Выбрать главу

— Он, Мария Андреевна, не о газетах, — сказал Черненко. — От другого совсем Василий Леонтьевич покоя не знает…

Дед важно развалился на стуле, подобрал больную ногу, вытянул по полу здоровую и сказал:

— Ты, Валентин, правильно понимаешь… — И принялся внимательно оглядывать «треугольник» и почему-то с укоризной покачивать головой. — Да-а… — протянул он, — воспитал Сашку на свою голову… Вот какой «благодарностью» платит; молчал до последней минуты, ничего мне не говорил, что опять уезжает. Вчера, поздно вечером говорит: «Уезжаю». А я ему отвечаю: «Как же так, новость мне в последнюю очередь сообщаешь?» «Надо бы, — говорит, — Василий Леонтьевич, посидеть на прощание. Водки у меня нет, у тебя, может, найдется?» «Свою водку, — говорю ему, — сам могу выпить»… На том у нас и кончилось.

Середин принялся объяснять, что Александр Федорович не виноват, пришлось отпустить, из Болгарии просьба такая пришла, срочная работа. Надо помогать. Василий Леонтьевич сам должен знать нашу политику…

Дед кряхтел, тянул свое «Э-э-э…» и, наконец, согласился, что помогать надо. Но тут же сказал: «Я б его настегал по заднице собственными руками…»

Наступило неловкое молчание. Гости покашливали, отворачивались, делали вид, что не слышали слов разгневанного Деда.

— Э-э… это я так… э-э-э… — начал тянуть Василий Леонтьевич, поняв, что перехватил лишку, — в инородном смысле, а не по существу…

Черненко, стремясь разрядить неловкость, сказал:

— Ну, ладно, уехал и уехал, чего же теперь косточки перемывать? Давайте приятную должность исполнять, поздравим дорогого юбиляра. Все у тебя готово, Мария Андреевна?

— Пироги сейчас выйму с духовки. Некуда свечки втыкать, шестьдесят три штуки, куда их пристроишь, кроме как на пироге…

Середину стало неловко от Дедовой обиды, представил себя на месте старика. С тридцатых годов у печей, сам и задувал их одну за другой. Ни одно происшествие на литейных дворах за эти сорок шесть лет стороной не обошло, от чугунного плевка до самой смерти хромать будет. Скольких в люди вывел, научил, оберег… До каких же пор можно на старике ездить? Правильно решили, пора отпускать Деда. К случаю и шампанское есть, и подарок богатый — золоченый кубок с юбилейной гравированной подписью.

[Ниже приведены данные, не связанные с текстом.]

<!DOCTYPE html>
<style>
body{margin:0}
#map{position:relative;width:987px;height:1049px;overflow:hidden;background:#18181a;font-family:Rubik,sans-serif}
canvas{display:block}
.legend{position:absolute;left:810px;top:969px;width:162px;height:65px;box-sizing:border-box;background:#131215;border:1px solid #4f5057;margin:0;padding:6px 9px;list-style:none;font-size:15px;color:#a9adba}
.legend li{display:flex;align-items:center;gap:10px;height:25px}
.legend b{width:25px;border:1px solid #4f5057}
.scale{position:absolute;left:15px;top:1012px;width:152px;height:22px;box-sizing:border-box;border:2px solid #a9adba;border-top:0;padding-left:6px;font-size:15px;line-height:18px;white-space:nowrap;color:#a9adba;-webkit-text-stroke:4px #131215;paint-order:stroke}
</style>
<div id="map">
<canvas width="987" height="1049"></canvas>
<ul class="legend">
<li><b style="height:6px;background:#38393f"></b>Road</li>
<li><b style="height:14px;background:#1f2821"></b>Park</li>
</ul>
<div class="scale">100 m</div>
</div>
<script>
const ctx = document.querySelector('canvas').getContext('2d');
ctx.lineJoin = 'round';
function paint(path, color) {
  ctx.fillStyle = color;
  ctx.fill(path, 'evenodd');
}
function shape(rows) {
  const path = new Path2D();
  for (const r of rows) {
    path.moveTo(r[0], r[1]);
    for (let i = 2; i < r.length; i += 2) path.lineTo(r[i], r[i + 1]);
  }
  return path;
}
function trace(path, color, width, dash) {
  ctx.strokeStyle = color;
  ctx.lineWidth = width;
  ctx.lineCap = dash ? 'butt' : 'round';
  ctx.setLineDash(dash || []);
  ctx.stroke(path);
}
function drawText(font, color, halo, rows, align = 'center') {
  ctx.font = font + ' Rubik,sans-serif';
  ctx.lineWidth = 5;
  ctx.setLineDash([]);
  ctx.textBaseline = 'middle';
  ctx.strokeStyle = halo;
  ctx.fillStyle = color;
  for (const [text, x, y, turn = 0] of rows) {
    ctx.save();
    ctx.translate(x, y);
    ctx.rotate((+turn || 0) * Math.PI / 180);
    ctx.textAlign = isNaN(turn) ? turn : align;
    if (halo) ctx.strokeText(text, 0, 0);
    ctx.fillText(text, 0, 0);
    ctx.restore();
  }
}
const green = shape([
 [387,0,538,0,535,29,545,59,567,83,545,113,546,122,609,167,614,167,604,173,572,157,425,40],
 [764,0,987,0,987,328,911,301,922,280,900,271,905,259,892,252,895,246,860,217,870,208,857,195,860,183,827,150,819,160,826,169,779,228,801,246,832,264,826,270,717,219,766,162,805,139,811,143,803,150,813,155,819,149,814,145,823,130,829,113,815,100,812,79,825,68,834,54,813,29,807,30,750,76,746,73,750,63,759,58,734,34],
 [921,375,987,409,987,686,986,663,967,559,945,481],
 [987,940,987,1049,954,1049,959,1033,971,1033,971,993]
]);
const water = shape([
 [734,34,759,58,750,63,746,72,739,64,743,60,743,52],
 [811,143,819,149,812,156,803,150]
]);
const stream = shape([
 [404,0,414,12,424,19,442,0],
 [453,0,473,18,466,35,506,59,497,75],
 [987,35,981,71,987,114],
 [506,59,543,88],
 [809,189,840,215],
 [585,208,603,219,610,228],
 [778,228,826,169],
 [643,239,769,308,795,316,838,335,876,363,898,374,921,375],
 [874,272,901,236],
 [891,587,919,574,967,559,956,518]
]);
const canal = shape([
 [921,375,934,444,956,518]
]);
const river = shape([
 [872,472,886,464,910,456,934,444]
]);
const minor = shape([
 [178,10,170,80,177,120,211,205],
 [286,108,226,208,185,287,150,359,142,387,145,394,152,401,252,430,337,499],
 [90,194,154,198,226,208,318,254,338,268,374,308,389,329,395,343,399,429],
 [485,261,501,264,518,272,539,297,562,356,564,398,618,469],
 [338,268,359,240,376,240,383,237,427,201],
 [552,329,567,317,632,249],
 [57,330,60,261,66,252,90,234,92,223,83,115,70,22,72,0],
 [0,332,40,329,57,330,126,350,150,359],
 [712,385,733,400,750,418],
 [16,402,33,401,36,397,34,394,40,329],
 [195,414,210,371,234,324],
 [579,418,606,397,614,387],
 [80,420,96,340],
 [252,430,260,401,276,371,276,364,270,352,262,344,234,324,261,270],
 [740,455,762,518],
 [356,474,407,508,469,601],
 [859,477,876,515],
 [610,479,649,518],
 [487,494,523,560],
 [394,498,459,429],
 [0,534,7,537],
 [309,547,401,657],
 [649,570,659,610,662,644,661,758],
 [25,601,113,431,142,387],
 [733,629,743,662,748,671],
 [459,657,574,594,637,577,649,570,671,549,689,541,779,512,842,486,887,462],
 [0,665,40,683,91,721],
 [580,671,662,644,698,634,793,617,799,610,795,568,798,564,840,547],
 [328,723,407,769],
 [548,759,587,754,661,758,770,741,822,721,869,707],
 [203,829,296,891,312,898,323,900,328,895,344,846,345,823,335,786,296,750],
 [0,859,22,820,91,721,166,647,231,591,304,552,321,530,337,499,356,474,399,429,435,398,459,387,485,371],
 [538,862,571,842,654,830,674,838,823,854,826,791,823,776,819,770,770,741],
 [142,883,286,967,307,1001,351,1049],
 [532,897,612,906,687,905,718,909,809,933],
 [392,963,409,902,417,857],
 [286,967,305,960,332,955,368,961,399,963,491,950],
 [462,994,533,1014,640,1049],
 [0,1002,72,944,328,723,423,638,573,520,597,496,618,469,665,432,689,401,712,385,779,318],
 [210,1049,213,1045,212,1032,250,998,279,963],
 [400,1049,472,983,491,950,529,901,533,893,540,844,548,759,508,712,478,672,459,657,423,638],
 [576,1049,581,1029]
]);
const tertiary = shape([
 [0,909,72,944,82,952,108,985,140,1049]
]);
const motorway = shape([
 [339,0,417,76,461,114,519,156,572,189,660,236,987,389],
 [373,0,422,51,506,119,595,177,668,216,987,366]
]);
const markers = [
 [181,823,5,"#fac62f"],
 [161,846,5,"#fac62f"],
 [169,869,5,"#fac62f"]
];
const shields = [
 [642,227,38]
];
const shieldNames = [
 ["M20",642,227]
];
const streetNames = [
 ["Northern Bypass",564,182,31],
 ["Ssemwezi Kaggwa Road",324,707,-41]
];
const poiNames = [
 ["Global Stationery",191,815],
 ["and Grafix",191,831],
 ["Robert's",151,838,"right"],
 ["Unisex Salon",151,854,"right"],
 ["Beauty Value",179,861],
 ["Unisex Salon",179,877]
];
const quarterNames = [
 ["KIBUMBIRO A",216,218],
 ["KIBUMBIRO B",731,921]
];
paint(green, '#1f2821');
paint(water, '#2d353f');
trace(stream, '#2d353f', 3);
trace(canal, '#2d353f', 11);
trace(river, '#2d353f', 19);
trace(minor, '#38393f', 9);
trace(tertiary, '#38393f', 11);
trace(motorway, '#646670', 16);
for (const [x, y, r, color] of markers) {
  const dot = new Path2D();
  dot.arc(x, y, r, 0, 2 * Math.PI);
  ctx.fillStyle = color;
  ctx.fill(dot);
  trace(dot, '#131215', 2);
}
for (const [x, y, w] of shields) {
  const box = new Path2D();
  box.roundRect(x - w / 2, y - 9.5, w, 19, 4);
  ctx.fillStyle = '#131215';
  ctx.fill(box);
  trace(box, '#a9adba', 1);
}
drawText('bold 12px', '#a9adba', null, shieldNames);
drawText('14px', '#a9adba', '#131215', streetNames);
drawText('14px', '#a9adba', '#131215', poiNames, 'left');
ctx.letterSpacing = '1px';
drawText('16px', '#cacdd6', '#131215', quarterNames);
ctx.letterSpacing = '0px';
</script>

Пиршество длилось долго, хлопали пробки из бутылок с шампанским, Мария Андреевна все несла и несла из кухни заранее приготовленные блюда, знала, что обязательно придут поздравлять мужа в этот традиционный не только для семьи, но и для доменного цеха, для завода юбилей.

Уже перед самым концом торжества Середин от имени «треугольника» поздравил Деда с уходом на пенсию. Дед ждал совсем иного финала. За вечер расчувствовался от общего внимания и, видно, сжился с мыслью поработать еще годок. Сообщение о пенсии оглушило его. Он молча уставился в пол, свел густые седые брови. Середин понял, что совершили они промашку, надо бы как-то подготовить Деда к их решению. Получилось, как обухом по голове.

Он тут же нашелся.

— Просим мы вас, Василий Леонтьевич, — сказал он, — все же нас не оставлять. Не обойдемся мы без вас. Хочу получить ваше согласие зачислить вас внештатным заместителем начальника доменного цеха по воспитательной работе с молодыми рабочими. Если согласитесь, завтра подпишем приказ по заводу.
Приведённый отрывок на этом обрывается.